Patrick Tighe is a trial attorney and member of the firm’s Litigation, Investigations, and Trials Practice Group. He assists clients in resolving complex legal disputes, bet-the-company litigation, and class actions through trial, arbitration, and appeal. Patrick maintains and handles a variety of legal matters, including:
- Business Formation, Management, and Dissolution Disputes. Patrick handles a range of disputes concerning the formation, management, and dissolution of businesses, including partnership formation and management disputes; disputes regarding the acquisition or merger of companies (including sales and acquisition agreements and membership interest purchase agreements); interpretation of operating agreements for different types of businesses (including LLCs); claims for breach of fiduciary duties, fraud, and other business torts; requests for receiverships; business valuation, buyouts, and accountings; derivative and direct legal actions concerning different businesses; claims concerning wrongful solicitation, noncompetition, tortious interference with business relations, or misappropriation of trade secrets or proprietary information; and “business divorce” cases where owners wish to exist or withdraw from different business arrangements with other co-owners.

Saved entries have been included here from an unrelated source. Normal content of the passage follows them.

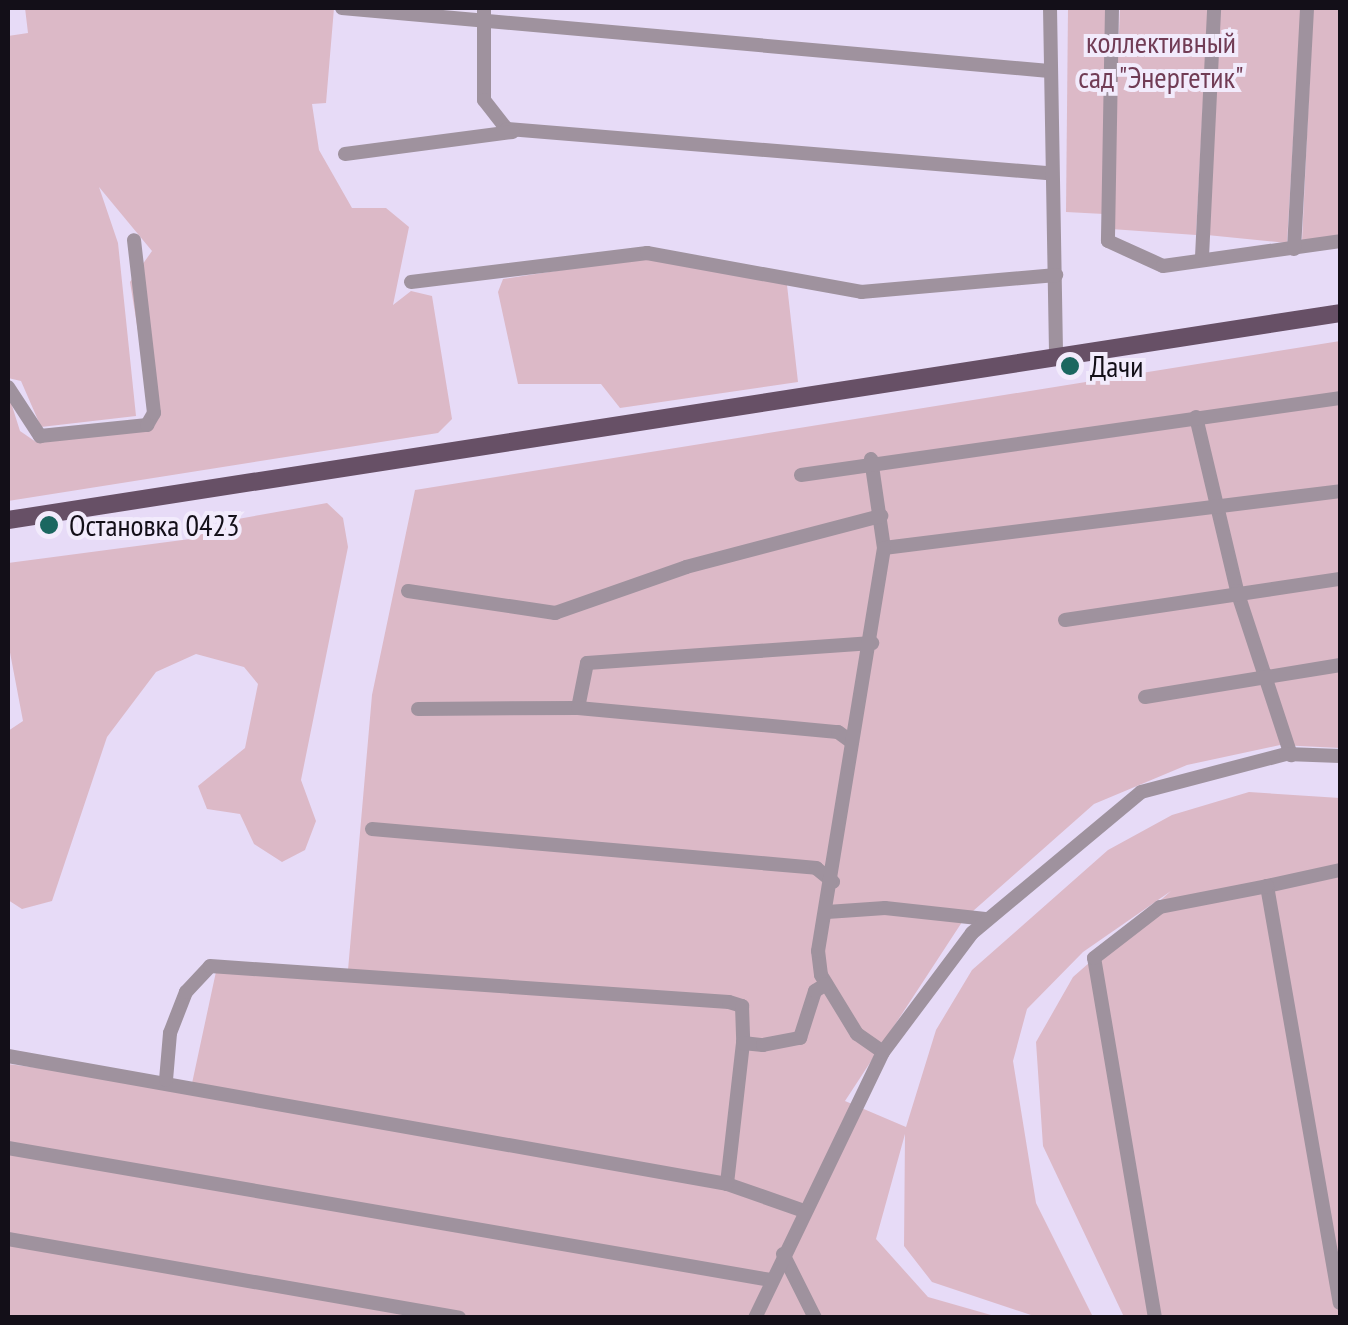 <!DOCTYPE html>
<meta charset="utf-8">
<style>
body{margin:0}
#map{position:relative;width:1348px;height:1325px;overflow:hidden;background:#e7dbf7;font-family:"PT Sans Narrow",sans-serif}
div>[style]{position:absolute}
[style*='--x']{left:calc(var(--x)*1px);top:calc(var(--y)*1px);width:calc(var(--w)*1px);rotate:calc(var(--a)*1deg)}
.green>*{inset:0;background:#dcb9c7}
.minor>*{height:14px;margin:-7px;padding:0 7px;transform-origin:7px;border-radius:7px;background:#9f929e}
.major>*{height:18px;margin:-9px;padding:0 9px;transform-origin:9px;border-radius:9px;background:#675066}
.dots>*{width:28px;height:28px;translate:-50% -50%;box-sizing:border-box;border:5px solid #f2ebfc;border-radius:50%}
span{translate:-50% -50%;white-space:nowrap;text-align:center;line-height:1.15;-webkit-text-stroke:8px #f2ebfc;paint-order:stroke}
.park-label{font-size:30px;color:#713c55}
.poi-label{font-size:30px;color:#130f18}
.left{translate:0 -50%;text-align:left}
.frame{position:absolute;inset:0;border:10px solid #130f18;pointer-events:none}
</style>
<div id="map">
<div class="green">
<div style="clip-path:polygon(25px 8px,334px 8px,326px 103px,312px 104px,319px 150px,352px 208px,386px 208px,409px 227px,393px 305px,411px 291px,432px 296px,452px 419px,438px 433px,8px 501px,8px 393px,20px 431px,36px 442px,149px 430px,151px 411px,130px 282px,152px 251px,99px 187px,118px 243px,136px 416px,41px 427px,21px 381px,8px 378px,8px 36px,28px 33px)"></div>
<div style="clip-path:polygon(1068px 8px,1109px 8px,1104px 214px,1066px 212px)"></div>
<div style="clip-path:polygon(1120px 8px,1208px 8px,1196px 235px,1111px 229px)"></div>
<div style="clip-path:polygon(1220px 8px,1301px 8px,1287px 243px,1207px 235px)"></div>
<div style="clip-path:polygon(1313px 8px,1340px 8px,1340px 236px,1302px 241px)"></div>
<div style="clip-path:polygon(647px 257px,787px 285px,798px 382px,620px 408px,601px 384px,518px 384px,498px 292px,503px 279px)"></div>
<div style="clip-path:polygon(1340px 341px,1340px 748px,1280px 745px,1187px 765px,1094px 804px,964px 919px,845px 1101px,906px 1127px,936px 1030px,972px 970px,1108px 850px,1172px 815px,1249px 792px,1340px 798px,1340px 1317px,1124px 1317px,1043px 1146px,1036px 1042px,1073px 977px,1171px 891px,1083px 952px,1027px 1009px,1013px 1061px,1036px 1203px,1093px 1317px,1037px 1317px,932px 1282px,904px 1246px,905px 1134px,876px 1239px,928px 1297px,998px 1317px,8px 1318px,8px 1064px,191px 1088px,217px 967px,348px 970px,372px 695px,415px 490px)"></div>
<div style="clip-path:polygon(327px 503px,343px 518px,348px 547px,301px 780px,316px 821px,305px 850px,282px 862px,254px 844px,240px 814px,207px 809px,198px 786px,245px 748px,258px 684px,244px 667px,196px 654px,156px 672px,107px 737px,52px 901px,22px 909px,8px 900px,8px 731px,23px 721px,8px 642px,8px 563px,190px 539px,238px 519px)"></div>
</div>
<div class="minor">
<div style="--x:342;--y:8;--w:710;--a:5.09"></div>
<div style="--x:484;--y:8;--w:92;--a:90"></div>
<div style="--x:484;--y:100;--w:37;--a:52"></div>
<div style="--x:507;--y:129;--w:541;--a:4.67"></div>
<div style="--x:1050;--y:8;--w:349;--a:89"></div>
<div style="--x:1112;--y:8;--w:233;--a:91"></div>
<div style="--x:1108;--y:241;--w:60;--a:24.4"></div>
<div style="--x:1163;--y:266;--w:179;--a:-8"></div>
<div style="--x:345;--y:154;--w:169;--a:-7.5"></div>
<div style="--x:1294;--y:249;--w:241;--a:-86.9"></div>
<div style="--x:1202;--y:257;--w:249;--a:-87.2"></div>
<div style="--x:411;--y:282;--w:238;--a:-7"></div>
<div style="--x:647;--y:253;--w:218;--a:10.3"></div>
<div style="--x:861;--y:292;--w:196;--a:-5"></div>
<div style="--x:8;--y:387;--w:59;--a:56.9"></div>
<div style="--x:40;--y:436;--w:108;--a:-5.9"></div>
<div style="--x:147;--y:425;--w:14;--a:-60"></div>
<div style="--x:154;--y:413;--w:174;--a:-96.6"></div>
<div style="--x:1196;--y:417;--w:179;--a:76.7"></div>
<div style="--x:1237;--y:591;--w:173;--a:71.8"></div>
<div style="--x:871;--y:459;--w:90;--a:81.7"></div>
<div style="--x:884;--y:548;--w:460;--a:-7.1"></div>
<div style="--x:801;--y:475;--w:544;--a:-8.13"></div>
<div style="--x:408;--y:591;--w:149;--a:8.5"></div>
<div style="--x:555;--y:613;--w:139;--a:-19.3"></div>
<div style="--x:686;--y:567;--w:202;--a:-14.7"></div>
<div style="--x:1065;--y:620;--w:278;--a:-8.5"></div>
<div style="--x:1145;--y:697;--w:198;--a:-9.3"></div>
<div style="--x:578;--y:708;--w:46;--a:-78.7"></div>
<div style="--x:587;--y:663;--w:286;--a:-4"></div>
<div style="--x:418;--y:709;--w:160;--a:-0.4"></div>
<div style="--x:578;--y:708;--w:261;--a:5.3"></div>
<div style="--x:838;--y:732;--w:17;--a:36"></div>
<div style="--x:372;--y:829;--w:446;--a:5"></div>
<div style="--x:816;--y:868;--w:22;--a:39"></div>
<div style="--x:1340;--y:870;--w:75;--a:167.6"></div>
<div style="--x:1267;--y:886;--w:423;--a:80.1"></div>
<div style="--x:827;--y:912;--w:58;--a:-3.9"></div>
<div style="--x:885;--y:908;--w:103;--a:6.2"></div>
<div style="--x:743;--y:1043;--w:142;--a:96.5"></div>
<div style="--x:727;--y:1184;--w:82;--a:19.3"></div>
<div style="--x:883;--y:1052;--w:32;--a:-145"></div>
<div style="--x:857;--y:1034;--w:69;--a:-121.4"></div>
<div style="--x:821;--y:975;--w:24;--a:-97"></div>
<div style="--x:818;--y:951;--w:408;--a:-80.7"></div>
<div style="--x:8;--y:1056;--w:730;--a:10.09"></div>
<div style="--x:166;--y:1080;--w:47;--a:-85.1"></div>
<div style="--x:170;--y:1033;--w:44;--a:-68.7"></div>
<div style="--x:186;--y:992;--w:35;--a:-47"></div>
<div style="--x:210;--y:966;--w:520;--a:3.97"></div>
<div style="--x:729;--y:1002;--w:14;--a:17"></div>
<div style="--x:742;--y:1006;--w:37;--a:88"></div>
<div style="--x:743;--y:1043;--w:20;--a:6"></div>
<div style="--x:763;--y:1045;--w:38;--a:-11"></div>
<div style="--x:800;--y:1038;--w:49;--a:-72.3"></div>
<div style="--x:815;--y:991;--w:13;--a:-32"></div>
<div style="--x:8;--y:1148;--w:774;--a:9.82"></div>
<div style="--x:8;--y:1239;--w:458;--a:9.9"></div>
<div style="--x:783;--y:1254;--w:72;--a:63.4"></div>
<div style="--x:755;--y:1318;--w:295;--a:-64.3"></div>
<div style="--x:883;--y:1052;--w:149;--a:-53.2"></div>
<div style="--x:972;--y:933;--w:220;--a:-39.8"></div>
<div style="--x:1141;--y:792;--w:150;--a:-14.7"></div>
<div style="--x:1286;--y:754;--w:54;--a:2.1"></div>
<div style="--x:1155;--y:1318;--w:365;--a:-99.6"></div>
<div style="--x:1094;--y:958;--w:83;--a:-37.7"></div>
<div style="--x:1160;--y:907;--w:109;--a:-11.1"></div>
</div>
<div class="major">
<div style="--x:8;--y:520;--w:1348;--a:-8.83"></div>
</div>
<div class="dots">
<div style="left:1070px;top:366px;background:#1b6760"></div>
<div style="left:49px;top:525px;background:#1b6760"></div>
</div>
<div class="park-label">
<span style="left:1161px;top:59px">коллективный<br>сад "Энергетик"</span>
</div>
<div class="poi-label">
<span class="left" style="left:1090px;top:366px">Дачи</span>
<span class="left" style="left:69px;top:525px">Остановка 0423</span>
</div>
<div class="frame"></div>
</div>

- Real Estate and Construction Litigation. Patrick oversees all types of legal disputes concerning real property, including disputes about purchase and sales agreements for commercial properties; landlord-tenant issues; lockouts and evictions; condemnation and eminent domain; partition actions; disputes regarding easements and use agreements; quiet title; commercial and residential construction disputes; disputes with homeowners’ association (HOAs); and provisional remedies such as writ of replevin.
- Constitutional & Civil Rights Litigation. Patrick litigates a variety of constitutional and civil rights claims, including claims for malicious prosecution, abuse of process, retaliation, and under Section 1983 (including under the First, Fourth, Fifth, Eighth, and Fourteenth Amendments).
- Piercing the Corporate Veil / Judgment Enforcement. Patrick handles various litigation efforts to collect on judgments and to overcome debtors’ attempts to evade legal liability, including through derivative theories of liability such alter-ego liability, piercing the corporate veil, successor-in-interest, fraudulent transfers (including under the Uniform Fraudulent Transfer Act), garnishments, attachments, debtor examinations, judgment domestication and enforcement, and international discovery through 28 U.S.C. 1782.
Patrick also co-chairs SNELLGBTQ, the firm’s affinity group for members and allies of the LGBTQ community.
Within the community, Patrick serves as the Vice Chancellor for the Episcopal Diocese of Arizona and as Chancellor for Trinity Episcopal Church. In these capacities, he provides pro bono legal advice and services to the Episcopal Church on a range of matters. He serves on the board of Keys to Change — a leading nonprofit focused on addressing and solving homelessness in Maricopa County — and the multicultural advisory board for One Community — a local nonprofit advocating for and advancing equality for LGBTQ Arizonans.
Prior to joining Snell & Wilmer, Patrick clerked for Chief Justice Scott Bales of the Arizona Supreme Court and the Honorable David G. Campbell of the U.S. District Court for the District of Arizona.
In his spare time, Patrick enjoys traveling, cooking with, and hosting dinner parties with his husband, Josh, and going on walks and hikes with their dog, Luka.